Nokia 6110 Navigator GPS phone
Gets you from A to B without going via L, O, S or T
Review Nokia has decided satellite navigation is where it’s at. The Finnish phone giant released its first GPS-enabled mobiles this year, and is promising a whole heap more for 2008. And its multi-billion dollar purchase of map supplier Navteq leaves no doubt how seriously Nokia is taking sat nav.
The pertinently-monikered 6110 Navigator isn’t Nokia’s first GPS-enabled phone, but it is the first to be explicitly designed for and sold on its sat nav capabilities. The N95 and E90 offer GPS as one of many other features, but with the 6110 you get a full-blown voice-guided sat nav system. It leaves behind the Nokia Maps over-the-air mapping solution of the N95 and E90, instead utilising Route 66 software.
The Nokia 6110: sat nav special
The 6110 is a quad-band GSM/GPRS/Edge slider phone with HSDPA 3G, so it's capable of downloading, streaming and internet surfing at speeds of up to 3.6Mb/s.
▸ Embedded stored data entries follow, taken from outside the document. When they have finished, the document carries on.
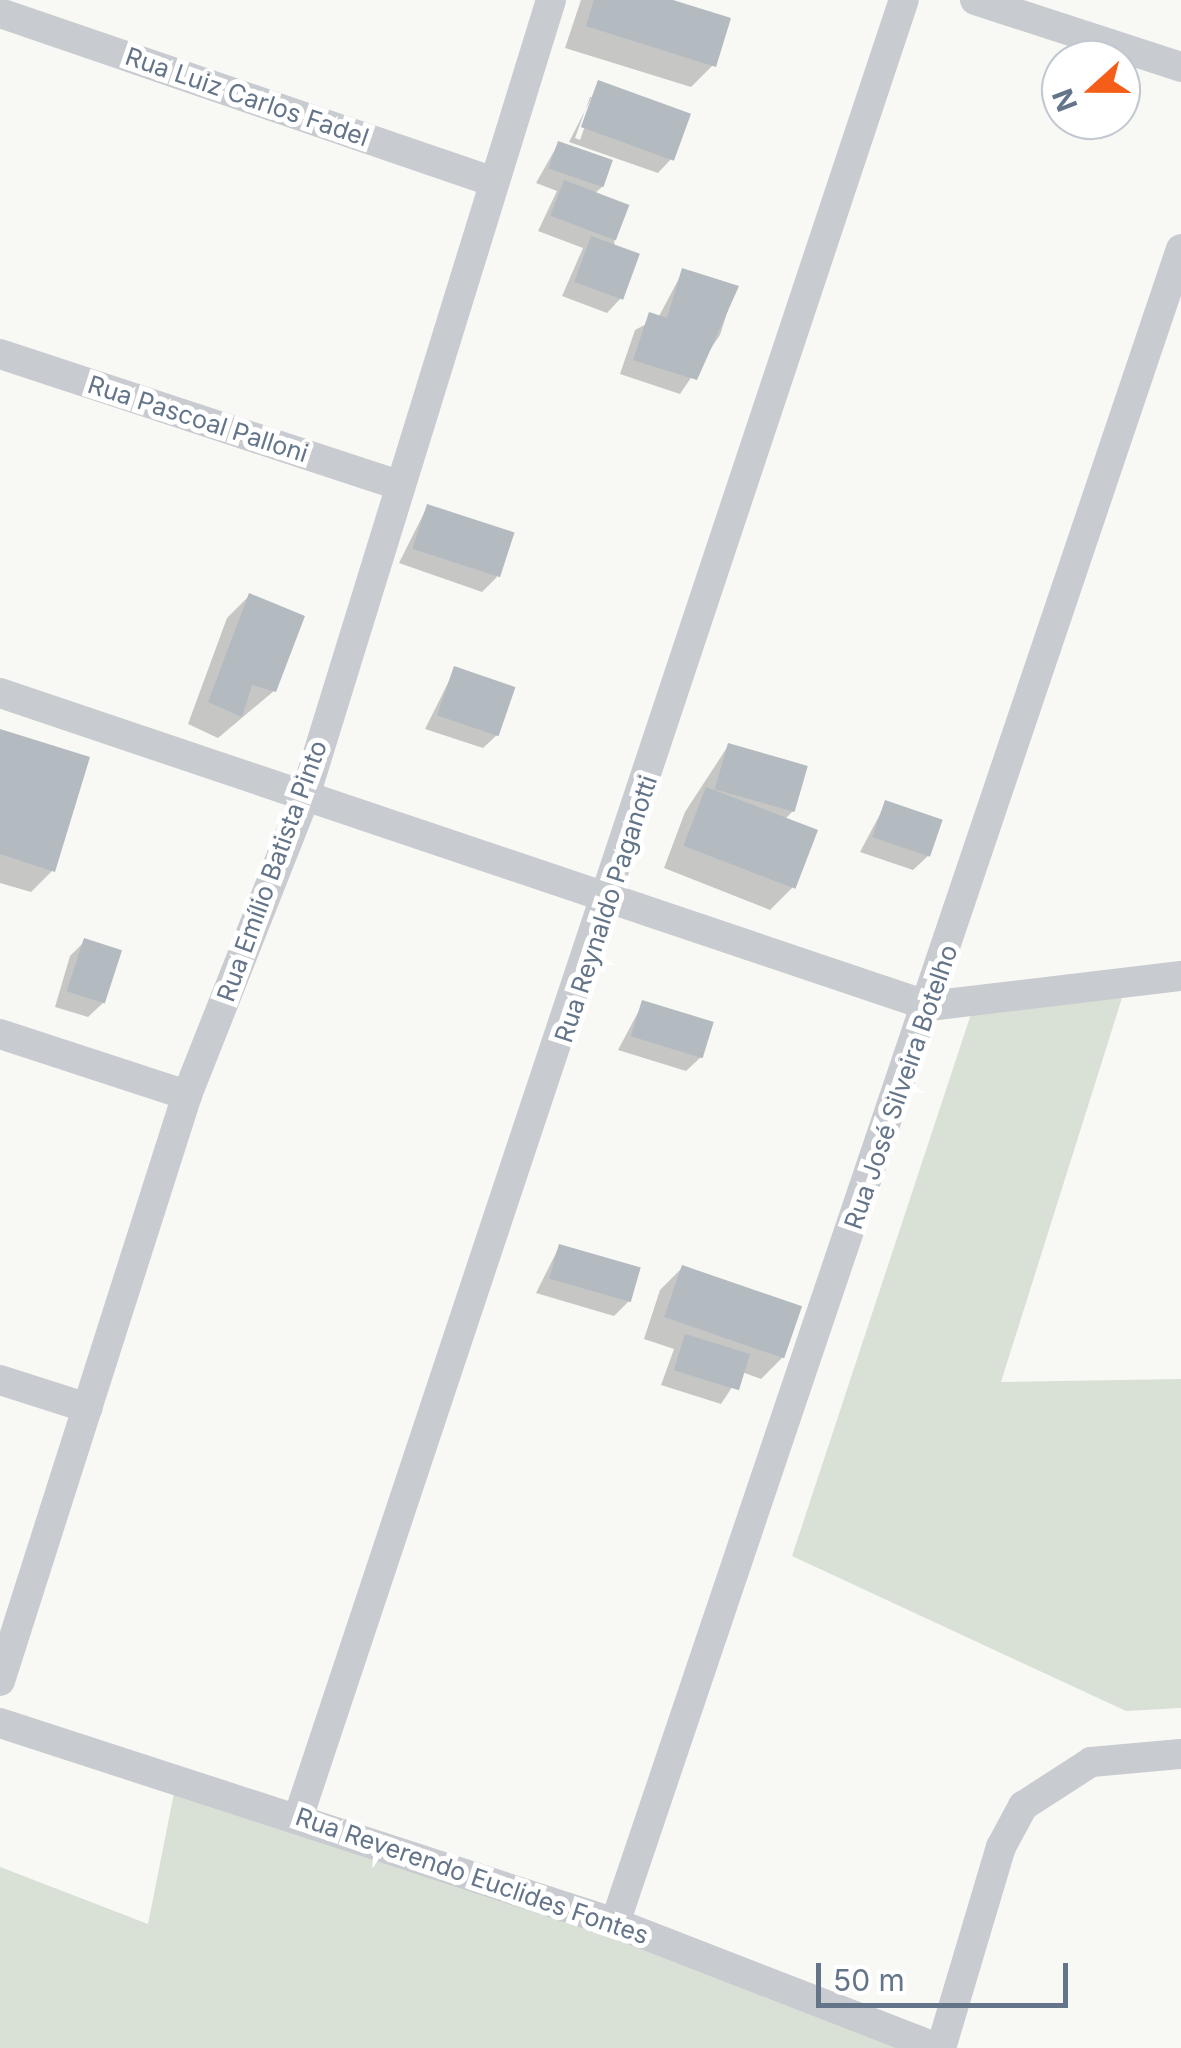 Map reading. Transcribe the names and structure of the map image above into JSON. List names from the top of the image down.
{
  "streets": {
    "street": [
      "Rua Luiz Carlos Fadel",
      "Rua Pascoal Palloni",
      "Rua Emílio Batista Pinto",
      "Rua Reynaldo Paganotti",
      "Rua José Silveira Botelho",
      "Rua Reverendo Euclides Fontes"
    ]
  },
  "crossings": [
    ["Rua Luiz Carlos Fadel", "Rua Emílio Batista Pinto"],
    ["Rua Pascoal Palloni", "Rua Emílio Batista Pinto"],
    ["Rua Reynaldo Paganotti", "Rua Reverendo Euclides Fontes"],
    ["Rua José Silveira Botelho", "Rua Reverendo Euclides Fontes"]
  ],
  "scale_bar": "50 m",
  "north": "left"
}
It’s a smartphone too, based on the Symbian S60 Third Edition Feature Pack 1 platform, so it delivers a healthy spread of functionality along with the flexibility to add more software. There’s no Wi-Fi on this device, however, which some might pine for.
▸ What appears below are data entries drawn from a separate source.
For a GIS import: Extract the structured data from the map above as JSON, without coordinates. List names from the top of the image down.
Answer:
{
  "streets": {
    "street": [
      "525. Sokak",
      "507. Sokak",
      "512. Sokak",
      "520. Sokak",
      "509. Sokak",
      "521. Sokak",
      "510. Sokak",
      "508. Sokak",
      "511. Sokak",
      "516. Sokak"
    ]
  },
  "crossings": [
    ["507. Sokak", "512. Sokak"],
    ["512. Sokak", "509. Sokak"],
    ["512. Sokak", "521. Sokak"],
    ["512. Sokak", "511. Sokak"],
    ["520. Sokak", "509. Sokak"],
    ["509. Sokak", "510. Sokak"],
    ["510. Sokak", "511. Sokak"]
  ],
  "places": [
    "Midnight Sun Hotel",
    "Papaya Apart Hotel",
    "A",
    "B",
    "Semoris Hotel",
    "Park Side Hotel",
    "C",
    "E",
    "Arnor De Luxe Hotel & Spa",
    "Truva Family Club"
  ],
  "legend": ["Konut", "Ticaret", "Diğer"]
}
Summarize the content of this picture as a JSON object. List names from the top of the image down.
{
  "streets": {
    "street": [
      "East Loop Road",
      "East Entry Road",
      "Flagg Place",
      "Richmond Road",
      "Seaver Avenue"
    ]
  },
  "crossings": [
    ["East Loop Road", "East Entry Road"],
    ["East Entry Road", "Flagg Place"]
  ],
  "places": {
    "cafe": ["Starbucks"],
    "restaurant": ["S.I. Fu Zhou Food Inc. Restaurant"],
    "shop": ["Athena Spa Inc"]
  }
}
There’s a standard-issue two-megapixel camera in the back of the phone, with a sliding lens cover that protects and activates the camera. Video calling is part of the 3G deal, with a secondary camera poking above the display. This lovely, bright 2.2in, 320 x 240 display can show up to 16m colours, and provides plenty of detail for close-up map reading and website browsing. It’s pretty fine for eyeballing video content and snaps on screen too.
Multimedia playback is taken care of with a multi-format music player and RealPlayer video player, plus an FM radio. A Micro SD card slot is on the side of the phone - Nokia supplies the 6110 with a 512MB storage card loaded with the Route 66 navigation software.
UK mobile users can enjoy maps and navigation software for the whole of the UK and Ireland. There’s still plenty of room on the card for jamming in tunes, pics and videos, so you’re not obliged to elbow the sat nav card when you want to indulge in some multimedia fun.